The massacre in Tulsa happened over the course of 16 hours, from May 31 to June 1, 1921, when white mobs attacked Black residents and businesses. As many as 300 people were killed, hundreds more injured and thousands were left homeless. Tulsa's Black business district, known as Black Wall Street, was destroyed.
Oklahoma schools have been required to teach the massacre since 2002, although some people believed it wasn't being taught everywhere. Tulsa schools instituted new standards two years ago, which the state Education Department used as a guide.
The massacre largely wasn't discussed in Oklahoma until a commission was formed in 1997 to investigate the violence. The commission is led by state Sen. Kevin Matthews, a Tulsa Democrat who said the new teaching standards haven't faced opposition but that some people would have preferred to leave the massacre in the past.

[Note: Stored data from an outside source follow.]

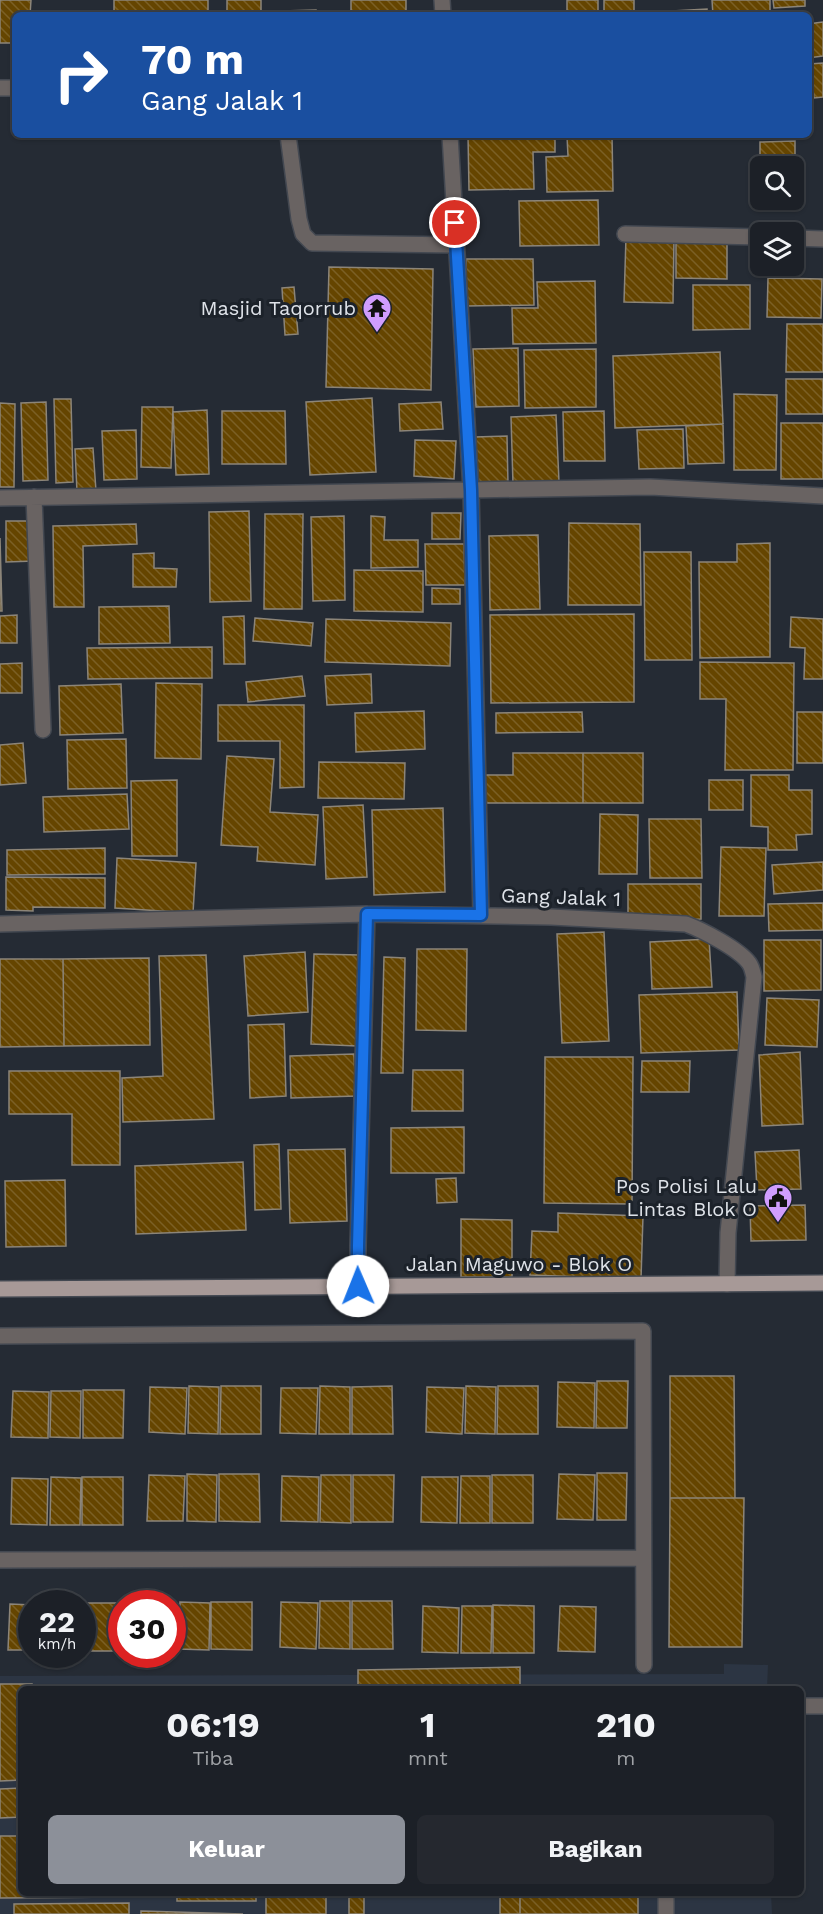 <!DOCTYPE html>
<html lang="id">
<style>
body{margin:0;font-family:"Work Sans",sans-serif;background:#25282f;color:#f1f3f6;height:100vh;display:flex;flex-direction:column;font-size:22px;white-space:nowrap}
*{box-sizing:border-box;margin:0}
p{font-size:20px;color:#a0a3a7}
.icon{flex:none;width:33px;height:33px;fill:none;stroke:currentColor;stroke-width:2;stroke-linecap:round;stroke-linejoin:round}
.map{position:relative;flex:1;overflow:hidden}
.details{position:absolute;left:18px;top:1686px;width:786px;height:210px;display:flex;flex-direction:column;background:#1c2027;border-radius:9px;box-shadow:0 2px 4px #0004,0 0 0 2px #3a3e44}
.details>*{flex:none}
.guide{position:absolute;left:12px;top:12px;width:800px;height:126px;border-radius:9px;box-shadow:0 2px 4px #0004,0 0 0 2px #3a3e44;background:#1a4fa0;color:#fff;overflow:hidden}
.fabs{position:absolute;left:750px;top:156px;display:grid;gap:12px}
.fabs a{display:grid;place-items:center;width:54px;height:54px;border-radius:9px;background:#1c2027;box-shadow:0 2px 4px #0004,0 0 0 2px #3a3e44;font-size:30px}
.speed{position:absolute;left:18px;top:1590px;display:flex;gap:12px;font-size:30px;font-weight:700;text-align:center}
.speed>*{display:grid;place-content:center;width:78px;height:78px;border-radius:50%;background:#1c2027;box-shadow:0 2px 4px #0004,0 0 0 2px #3a3e44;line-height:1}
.speed small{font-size:15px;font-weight:400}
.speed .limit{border:9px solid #d22;background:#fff;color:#111}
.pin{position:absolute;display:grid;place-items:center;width:51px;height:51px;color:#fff;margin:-26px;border:3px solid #fff;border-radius:50%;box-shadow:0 2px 6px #0007}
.me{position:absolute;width:66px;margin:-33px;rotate:359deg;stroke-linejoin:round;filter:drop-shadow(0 0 4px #0008)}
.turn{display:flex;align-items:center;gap:21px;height:126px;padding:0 30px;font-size:27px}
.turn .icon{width:78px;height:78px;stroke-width:2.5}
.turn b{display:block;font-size:42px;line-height:51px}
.eta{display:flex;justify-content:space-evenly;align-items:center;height:102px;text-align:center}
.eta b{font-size:36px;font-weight:700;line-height:42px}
.primary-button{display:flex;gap:12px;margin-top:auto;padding:12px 30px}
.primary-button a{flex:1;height:69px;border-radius:9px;background:#8c9099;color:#fff;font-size:24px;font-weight:700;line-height:69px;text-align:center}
.primary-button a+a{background:#25282f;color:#f1f3f6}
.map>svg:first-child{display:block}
.built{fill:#2c3543}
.building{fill:url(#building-back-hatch);stroke:#8c8579;stroke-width:1.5}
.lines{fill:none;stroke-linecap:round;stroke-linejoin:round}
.minor-casing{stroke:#434851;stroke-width:18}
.major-casing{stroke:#434851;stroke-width:18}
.minor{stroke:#696362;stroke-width:15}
.major{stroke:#a79997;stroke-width:15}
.route-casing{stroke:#114b97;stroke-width:15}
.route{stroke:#1a73e8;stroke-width:10}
.labels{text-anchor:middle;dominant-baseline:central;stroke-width:6;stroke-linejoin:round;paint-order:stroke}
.poi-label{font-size:20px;fill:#dfe3e9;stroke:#1c222a;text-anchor:end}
.street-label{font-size:20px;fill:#dfe3e9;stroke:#1c222a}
</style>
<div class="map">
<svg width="823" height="1914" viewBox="0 0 823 1914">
<defs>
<pattern id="building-back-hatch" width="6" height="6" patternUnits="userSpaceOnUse" patternTransform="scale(1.5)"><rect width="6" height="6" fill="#654500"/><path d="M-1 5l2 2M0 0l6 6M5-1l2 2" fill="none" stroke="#7b6025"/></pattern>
</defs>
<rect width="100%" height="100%" fill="#252b34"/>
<path class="built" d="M724 1664 768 1665 767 1689H21V1893H771L772 1914H0V1676L724 1674Z"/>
<path class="building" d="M0 0H31L30 15H15V43H0Z
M114 0H208V15H114Z
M227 0H261V15H227Z
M351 0H406V15H351Z
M567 0H598V15H567Z
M604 0H634V15H604Z
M712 0H770V12L713 15Z
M773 0H805V6L774 8Z
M707 9V15H654V12Z
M316 10V15H282V11Z
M823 22V56L808 58V24Z
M823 63V97L814 98 810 64Z
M468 135H555V152H533L534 189 469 190Z
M612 135 613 191 547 192 546 157 568 156 567 136Z
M795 141V172H794V166H760V173V142Z
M598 200 599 245 520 246 519 201Z
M626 237 674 238 673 303 624 302Z
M676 239 727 240V279L676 278Z
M466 259H533L534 305 466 306Z
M329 267 433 269 431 390 326 387Z
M768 278 822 279 821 318 767 317Z
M595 281 596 343 513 344 512 308H538L537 282Z
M693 285H750V329L693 330Z
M294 287 298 334 285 335 282 288Z
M787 324H823V372H786Z
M518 348 519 406 476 407 473 349Z
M596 349V407L525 408 524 350Z
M720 352 723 424 615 428 613 356Z
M786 379H823V414H786Z
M734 394 777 395 776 470H734Z
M372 398 376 472 310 475 306 402Z
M54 399H71L73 482 56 483Z
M46 402 48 480 23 481 21 403Z
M441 402 443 429 400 431 399 404Z
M0 403 15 404 14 487H0Z
M142 407H173L171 468 141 467Z
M207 410 209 474 176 475 173 412Z
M222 411H285L286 464H222Z
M604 411 605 461H564L563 412Z
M556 415 559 482 513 484 511 417Z
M781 423H823V479H781Z
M723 424 724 463 688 464 686 426Z
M683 429 684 468 639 469 637 430Z
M136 430 137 479 104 480 102 431Z
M507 436 508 485 477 486 475 437Z
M415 440 456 441 454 479 414 476Z
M93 448 96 491 77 492 75 449Z
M249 511 251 601 210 602 209 512Z
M432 513H461L460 539H432Z
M265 514H303L302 609H264Z
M344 516 345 600 313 601 311 517Z
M371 516 385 517 384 540H418V567L371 568Z
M6 521H33L34 561 6 562Z
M569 523 640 524 641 605H568Z
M136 524 137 544 83 546 84 607H54L53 526Z
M538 535 540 609 490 610 489 536Z
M0 538 2 611H0Z
M770 543V657L700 658 699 562H737V544Z
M425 544H464L465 585H426Z
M644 552H691L692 660H645Z
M154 553V568L177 569 176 587H133V554Z
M354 570 423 571V612L354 611Z
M432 588 460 589V604H432Z
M169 606 170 643 99 644V607Z
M634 614V702L491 703 490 615Z
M17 615V643H0V616Z
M244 616 245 664H224L223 617Z
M791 617 823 619V679H804L805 648 790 647Z
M255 618 313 623 311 646 253 641Z
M326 619 451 623 450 666 325 662Z
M212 647V678L88 679 87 648Z
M700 662 794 663 793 770H725L726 699H700Z
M22 663V693H0V664Z
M371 674 372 703 327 705 325 676Z
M302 676 305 696 248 702 246 682Z
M156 683 202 684 201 759 155 758Z
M121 684 123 733 60 735 59 686Z
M218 705H304V787L280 788V741H218Z
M424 711 425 749 356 752 355 713Z
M582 712 583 732 496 733V713Z
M797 712H823V763H797Z
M126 739 127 788 68 789 67 740Z
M23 743 26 783 0 785V745Z
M513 753H583V803H482L483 775H513Z
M583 753H643V803H583Z
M227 756 274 759 270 812 318 815 315 865 257 861 258 847 221 845Z
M319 762 405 763 404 799 318 798Z
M751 775H789V790H812V834L796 835 797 850H768V827L751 826Z
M177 780V856H132L131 781Z
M709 780H743V810H709Z
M127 794 129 829 44 832 43 797Z
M363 805 367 877 326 879 323 807Z
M443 808 445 892 374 895 372 810Z
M600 814 638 815 637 874H599Z
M649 819H701L702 878H650Z
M721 847 766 848 764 916H719Z
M105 848V874L7 875V850Z
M117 858 196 863 193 913 115 908Z
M823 862V890L774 894 772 865Z
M6 877 105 878V908L33 907V911L6 910Z
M628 884H701V919L628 920Z
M823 903V930L769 931 768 904Z
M604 932 609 1041 562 1043 557 934Z
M709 939 712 987 652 989 650 942Z
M764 940H821V990L764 991Z
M417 949H467L466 1031 416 1030Z
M305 952 308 1012 248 1016 244 956Z
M314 954 360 955 357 1046 311 1044Z
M206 955 214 1119 123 1122 122 1078 163 1076 159 956Z
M384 957 405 958 403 1073H381Z
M149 958 150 1045 64 1046 63 959Z
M0 959H63L64 1046 0 1047Z
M737 992 739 1050 641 1053 639 995Z
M767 998 819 1000 817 1047 765 1045Z
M284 1024 286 1096 250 1098 248 1025Z
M800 1052 803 1124 762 1126 759 1055Z
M354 1054 356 1096 291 1098 290 1056Z
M545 1057H633L632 1204 544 1203Z
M642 1061H690L689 1092H641Z
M413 1070H463V1111H412Z
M9 1071H120V1165H72V1114H9Z
M464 1127V1173H391V1128Z
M279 1144 281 1209 255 1210 254 1145Z
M345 1149 347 1221 290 1223 288 1150Z
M799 1150 801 1189 757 1190 755 1152Z
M243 1162 246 1230 136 1234 135 1166Z
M456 1178 457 1202 437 1203 436 1179Z
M65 1180 66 1246 6 1247 5 1181Z
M805 1205 806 1240 751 1241 750 1206Z
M558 1213 643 1216 641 1279 530 1275 532 1231 558 1232Z
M461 1219 512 1220V1277H461Z
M670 1376H734L735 1498H670Z
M597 1381H628L627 1428H596Z
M558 1382 595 1383 594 1428 557 1427Z
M189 1386 219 1387 218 1434 188 1433Z
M221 1386H261V1434H220Z
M320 1386 350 1387V1434H319Z
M392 1386 393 1434H352V1387Z
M466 1386 496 1387 495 1434 465 1433Z
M498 1386H538V1434H497Z
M150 1387 187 1388 185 1434 149 1432Z
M427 1387 464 1388 462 1434 426 1432Z
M281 1388H318L316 1434 280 1433Z
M83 1390H124L123 1438H83Z
M13 1391 49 1392 48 1438 11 1437Z
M51 1391H81L80 1438 50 1437Z
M597 1473H627L626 1520H597Z
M187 1474 217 1475 216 1522 187 1521Z
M219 1474H259L260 1522 219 1521Z
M559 1474 595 1475 593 1520 557 1519Z
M149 1475 185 1476 183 1521H147Z
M321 1475H351V1523L320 1522Z
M353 1475H394L393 1522H353Z
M492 1475H533V1523H492Z
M282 1476 319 1477 318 1522 281 1521Z
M461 1476H490V1523H460Z
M51 1477 81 1478 80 1525H50Z
M82 1477H123V1525H82Z
M422 1477H458L457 1523 421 1522Z
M12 1478 48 1479 47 1525 11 1524Z
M670 1498H744L742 1647H669Z
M320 1601H350V1649L319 1648Z
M352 1601H392L393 1649H352Z
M180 1602 210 1603 209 1650 179 1649Z
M211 1602H252V1650L211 1649Z
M281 1602 318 1603 316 1649 280 1647Z
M80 1603H120V1651H82V1604Z
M10 1604 32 1605V1650H8Z
M172 1604H177L176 1649H172Z
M493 1605 534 1606V1653H493Z
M423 1606 459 1608 458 1653 422 1652Z
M462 1606H492L491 1653H461Z
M560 1606 596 1607 595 1652 558 1651Z
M520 1667V1689H358V1670Z
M0 1684H32V1689H21V1780L0 1781Z
M300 1686V1689H109V1688Z
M21 1788V1817L0 1818V1789Z
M0 1836H21V1893H125V1897L0 1898Z
M177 1893H256V1901H177Z
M266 1893H326V1914H266Z
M349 1893H520V1914H500V1897H364V1914H349Z
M520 1893H638V1914H520Z
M129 1903V1914H14V1904Z
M141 1911 243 1914H141Z"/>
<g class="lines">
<g class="minor-casing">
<path id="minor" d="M442 0 443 15
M0 88H15
M288 135 299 219 303 234 312 243 456 245
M450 135 471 490 481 915
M625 234 760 237
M794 238 823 239
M34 497 43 730
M0 498 650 487 823 496
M0 924 367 914 551 917 686 924C702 930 739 949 749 963 752 967 753 973 754 977L728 1233 727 1284
M358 1286V1246L367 914
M0 1336 643 1331 644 1665
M0 1560 643 1558
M801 1706H823
M666 1893V1914"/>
</g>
<g class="major-casing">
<path id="major" d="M0 1289 823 1283"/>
</g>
<use href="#minor" class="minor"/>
<use href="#major" class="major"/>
</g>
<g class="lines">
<g class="route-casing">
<path id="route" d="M358 1286V1246L367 914 481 915 471 490 455 223"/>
</g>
<use href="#route" class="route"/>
</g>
<defs>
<g id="temple-pin" transform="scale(1.5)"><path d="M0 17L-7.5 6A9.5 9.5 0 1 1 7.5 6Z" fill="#d09dfe" stroke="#1c222a"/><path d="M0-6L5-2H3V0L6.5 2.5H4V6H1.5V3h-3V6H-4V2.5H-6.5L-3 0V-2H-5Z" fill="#111"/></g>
<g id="civic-pin" transform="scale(1.5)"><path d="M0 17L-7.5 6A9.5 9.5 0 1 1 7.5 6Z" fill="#d09dfe" stroke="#1c222a"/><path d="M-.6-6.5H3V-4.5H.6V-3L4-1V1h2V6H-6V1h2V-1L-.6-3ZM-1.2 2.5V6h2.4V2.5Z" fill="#111"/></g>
</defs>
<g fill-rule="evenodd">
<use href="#temple-pin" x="377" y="308"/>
<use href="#civic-pin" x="778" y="1198"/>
</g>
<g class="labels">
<g class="poi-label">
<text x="356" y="308">Masjid Taqorrub</text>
<text x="757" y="1186">Pos Polisi Lalu<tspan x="757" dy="23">Lintas Blok O</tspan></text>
</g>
<g class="street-label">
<text transform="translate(561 897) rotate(2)">Gang Jalak 1</text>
<text x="519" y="1264">Jalan Maguwo - Blok O</text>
</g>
</g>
</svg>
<div class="fabs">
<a><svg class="icon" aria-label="search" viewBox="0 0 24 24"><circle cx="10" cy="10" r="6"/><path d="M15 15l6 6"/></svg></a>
<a><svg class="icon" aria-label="layers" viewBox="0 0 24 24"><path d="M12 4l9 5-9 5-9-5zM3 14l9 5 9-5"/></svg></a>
</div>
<div class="speed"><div>22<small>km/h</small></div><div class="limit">30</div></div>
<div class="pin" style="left:455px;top:223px;background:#d93025"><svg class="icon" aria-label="arrive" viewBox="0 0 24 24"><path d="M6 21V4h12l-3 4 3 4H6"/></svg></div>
<svg class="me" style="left:358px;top:1286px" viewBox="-20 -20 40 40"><circle r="19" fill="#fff"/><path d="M0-13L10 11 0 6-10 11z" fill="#1a73e8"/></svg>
<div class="guide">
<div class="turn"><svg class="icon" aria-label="right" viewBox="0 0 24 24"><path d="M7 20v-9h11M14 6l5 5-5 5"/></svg><div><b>70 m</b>Gang Jalak 1</div></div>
</div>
<section class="details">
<div class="eta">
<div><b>06:19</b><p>Tiba</p></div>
<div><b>1</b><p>mnt</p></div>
<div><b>210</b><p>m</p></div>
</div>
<div class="primary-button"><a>Keluar</a><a>Bagikan</a></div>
</section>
</div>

"Older people called me and said, 'Why do you want to bring this back up, this dirty secret?'" he said.
Mr. Matthews said his grandmother was a young girl in Tulsa during the massacre but never told him about the violence. He learned about it as an adult from his grandmother's brother.
"It was like a movie, I couldn't believe it happened here," Mr. Matthews said.
LaGarrett King, director of the Carter Center for K-12 Black History Education at the University of Missouri, said he believes there is too much emphasis in the instruction of Black history on violence, which is often centered on racist groups such as the Ku Klux Klan in a way that doesn't explore nuances or apathy toward Black deaths.
Mr. King provided training last year for 300 educators around the country who are interested in teaching Black history. He expects a virtual session this summer to have more participants than usual. He said that the growing interest makes him optimistic but that history needs to be framed differently. The push for diversity in education so far has led to mostly cosmetic changes, he said, without enough emphasis on the entry points and perspective of Black history.
"White people don't acknowledge Juneteenth, but yet we're supposed to be a country that believes in freedom. We have been taught July 4, 1776, is the real Independence Day, but it's not," Mr. King said. "The vast majority of Black people were still enslaved."
Lawrence Paska, executive director of the National Council for the Social Studies, said schools should be preparing to help walk students through questions about discrimination, protests, and racial violence when they return in the fall.
"The notion of 'Do we have a curriculum that is responsive to the needs and experiences of the students we have now?' That is an important question schools need to be asking," Mr. Paska said.
This story was reported by The Associated Press.